The incident occurred on September 1 but was only revealed on GitHub on November 2 by Monero developer Luigi. He claims that the source of the breach has yet to be identified.
“The CCS Wallet was drained of 2,675.73 XMR (the entire balance) on September 1, 2023, just before midnight. The hot wallet, used for payments to contributors, is untouched; its balance is ~244 XMR. We have thus far not been able to ascertain the source of the breach.”
Members' development proposals are funded by Monero's Community Crowdfunding System (CCS).
"This attack is unconscionable, as they've taken funds that a contributor might be relying on to pay their rent or buy food," wrote Monero developer Ricardo "Fluffypony" Spagni in the thread.
Luigi and Spagni were the only ones who knew the wallet seed phrase.
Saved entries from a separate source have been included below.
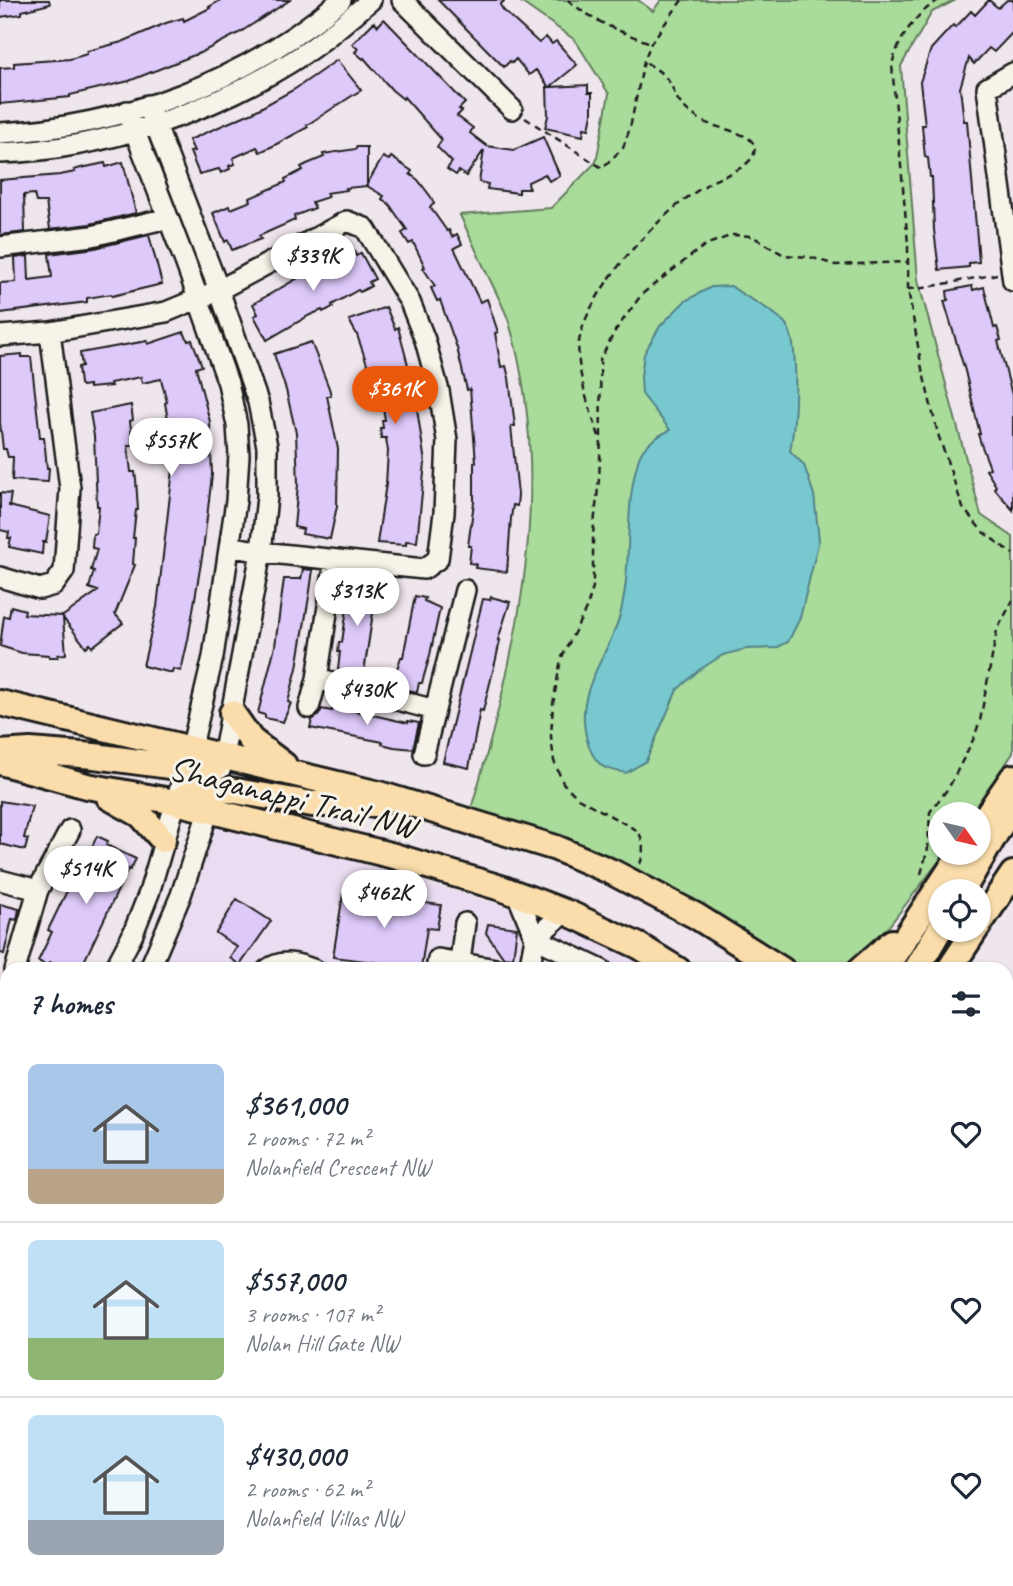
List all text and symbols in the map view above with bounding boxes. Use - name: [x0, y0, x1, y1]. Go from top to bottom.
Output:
- pin: $339K: [264, 233, 362, 293]
- text: $339K: [287, 241, 339, 270]
- pin: $361K: [346, 366, 444, 426]
- text: $361K: [368, 374, 422, 403]
- pin: $557K: [122, 419, 220, 478]
- text: $557K: [145, 426, 197, 455]
- pin: $313K: [308, 568, 406, 628]
- text: $313K: [330, 576, 384, 605]
- pin: $430K: [318, 668, 416, 727]
- text: $430K: [340, 675, 394, 704]
- street label: Shaganappi Trail NW: [164, 745, 425, 851]
- north arrow: [928, 802, 990, 864]
- map controls: [928, 802, 991, 942]
- pin: $514K: [37, 846, 135, 906]
- text: $514K: [60, 854, 112, 883]
- pin: $462K: [335, 870, 433, 930]
- text: $462K: [357, 878, 411, 907]
- button: locate: [928, 879, 991, 942]
- text: 7 homes: [28, 985, 113, 1023]
- icon: filters: [947, 985, 985, 1023]
- text: $361,000: [245, 1086, 346, 1124]
- icon: home: [84, 1092, 168, 1176]
- icon: heart: [947, 1115, 985, 1153]
- text: 2 rooms · 72 m²: [245, 1124, 369, 1153]
- text: Nolanfield Crescent NW: [245, 1153, 431, 1182]
- text: $557,000: [245, 1262, 344, 1300]
- icon: home: [84, 1268, 168, 1352]
- icon: heart: [947, 1291, 985, 1329]
- text: 3 rooms · 107 m²: [245, 1300, 380, 1329]
- text: Nolan Hill Gate NW: [245, 1329, 399, 1358]
- text: $430,000: [245, 1437, 345, 1475]
- icon: home: [84, 1443, 168, 1527]
- icon: heart: [947, 1466, 985, 1504]
- text: 2 rooms · 62 m²: [245, 1475, 369, 1504]
- text: Nolanfield Villas NW: [245, 1504, 403, 1533]

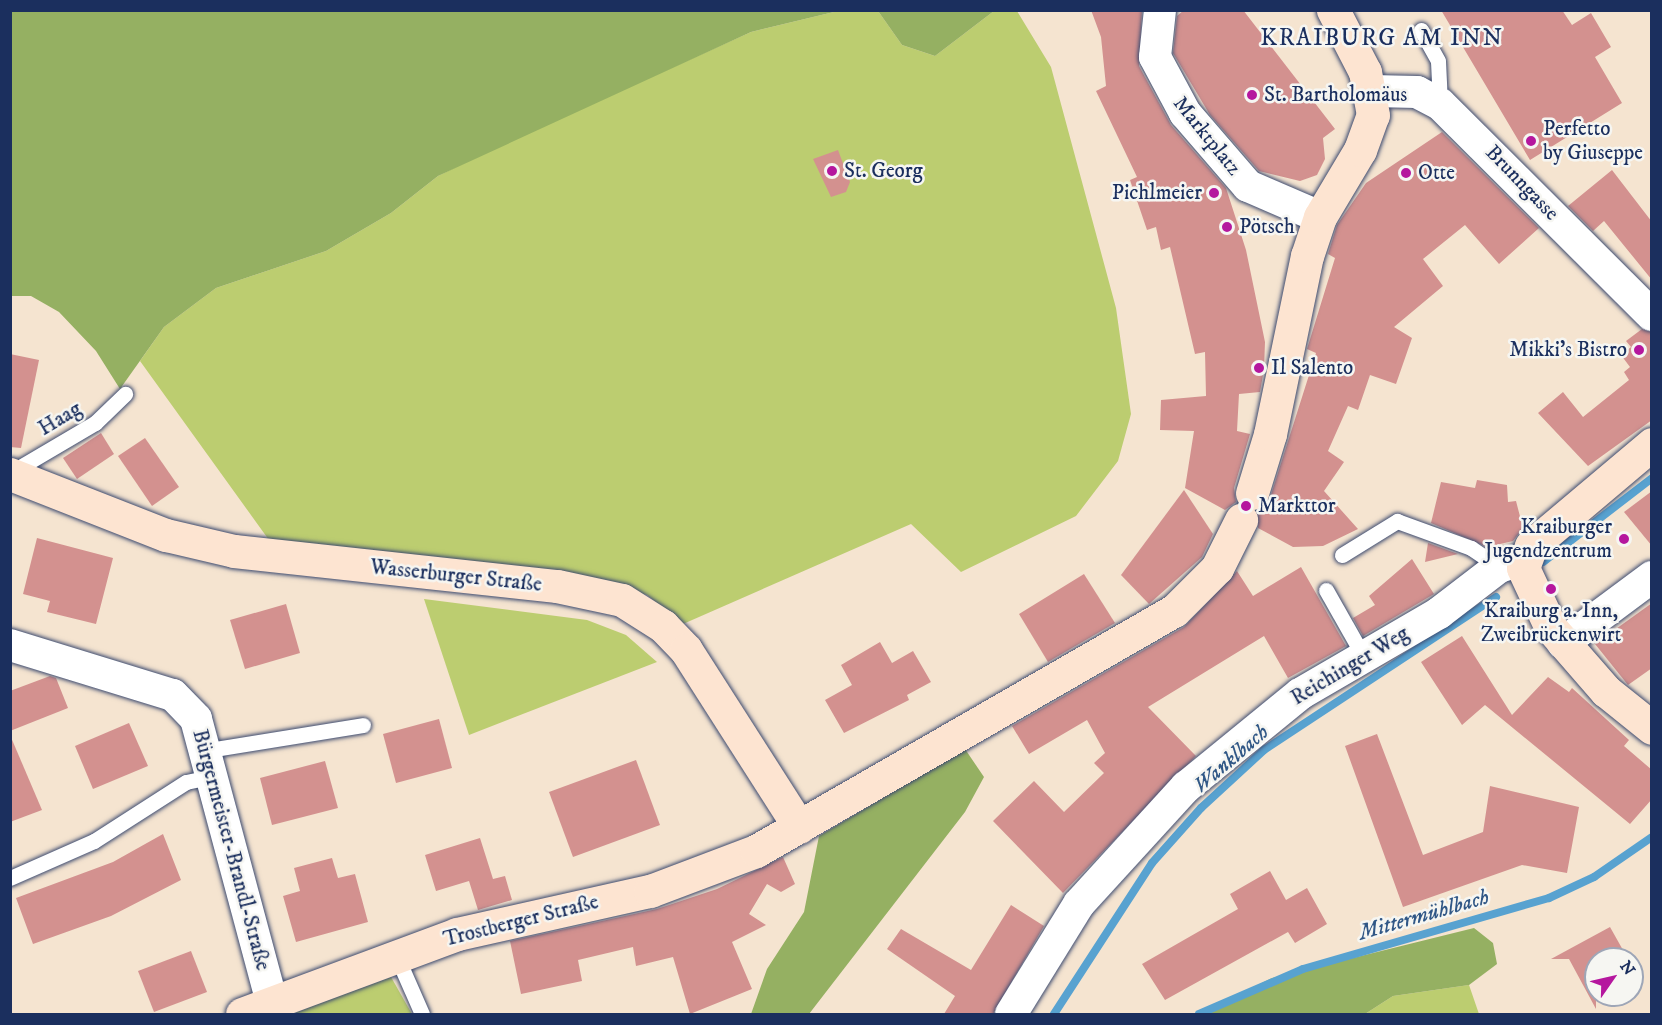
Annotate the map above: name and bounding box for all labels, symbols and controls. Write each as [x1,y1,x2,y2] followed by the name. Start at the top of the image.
[1260,25,1504,53] district label: KRAIBURG AM INN
[1264,82,1407,108] place label: St. Bartholomäus
[1245,88,1259,102] marker: St. Bartholomäus
[1168,91,1246,181] street label: Marktplatz
[1543,116,1643,166] place label: Perfetto by Giuseppe
[1524,134,1538,148] marker: Perfetto by Giuseppe
[1480,140,1564,226] street label: Brunngasse
[844,158,923,184] place label: St. Georg
[1418,160,1455,186] place label: Otte
[825,164,839,178] marker: St. Georg
[1399,166,1413,180] marker: Otte
[1112,180,1202,206] place label: Pichlmeier
[1207,186,1221,200] marker: Pichlmeier
[1239,214,1295,240] place label: Pötsch
[1220,220,1234,234] marker: Pötsch
[1509,337,1627,363] place label: Mikki's Bistro
[1632,343,1646,357] marker: Mikki's Bistro
[1271,355,1353,381] place label: Il Salento
[1252,361,1266,375] marker: Il Salento
[34,396,86,442] street label: Haag
[1258,493,1336,519] place label: Markttor
[1239,499,1253,513] marker: Markttor
[1484,514,1612,564] place label: Kraiburger Jugendzentrum
[1617,532,1631,546] marker: Kraiburger Jugendzentrum
[369,554,543,598] street label: Wasserburger Straße
[1544,582,1558,596] marker: Kraiburg a. Inn, Zweibrückenwirt
[1481,598,1621,648] place label: Kraiburg a. Inn, Zweibrückenwirt
[1287,621,1413,711] street label: Reichinger Weg
[1188,719,1274,799] water label: Wanklbach
[187,727,275,973] street label: Bürgermeister-Brandl-Straße
[1356,884,1492,946] water label: Mittermühlbach
[441,890,601,952] street label: Trostberger Straße
[1584,947,1644,1007] north arrow
[1615,957,1639,979] text: N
According to Luigi's post, the CCS wallet and a Monero node were installed on an Ubuntu system in 2020.
Luigi used a hot wallet that has been on a Windows 10 Pro desktop since 2017 to make payments to community members.
The CCS wallet was used to fund the hot wallet as needed. However, on September 1, the CCS wallet was swept in nine transactions.
The core team of Monero is requesting that the General Fund cover its current liabilities.
“It’s entirely possible that it’s related to the ongoing attacks that we’ve seen since April, as they include a variety of compromised keys (including Bitcoin wallet.dats, seeds generated with all manner of hardware and software, Ethereum pre-sale wallets, etc.) and include XMR that’s been swept,” Spagni noted in the thread.
Other developers believe that the breach may have originated from the wallet keys being available online on the Ubuntu server.
“I wouldn’t be surprised if Luigi’s Windows machine was already part of some undetected botnet and its operators performed this attack via SSH session details on that machine (by either stealing the SSH key or live using trojan’s remote desktop control capability while the victim was unaware). Compromised developers’ Windows machines resulting into big corporate breaches is not something uncommon,” stated pseudonymous developer Marcovelon.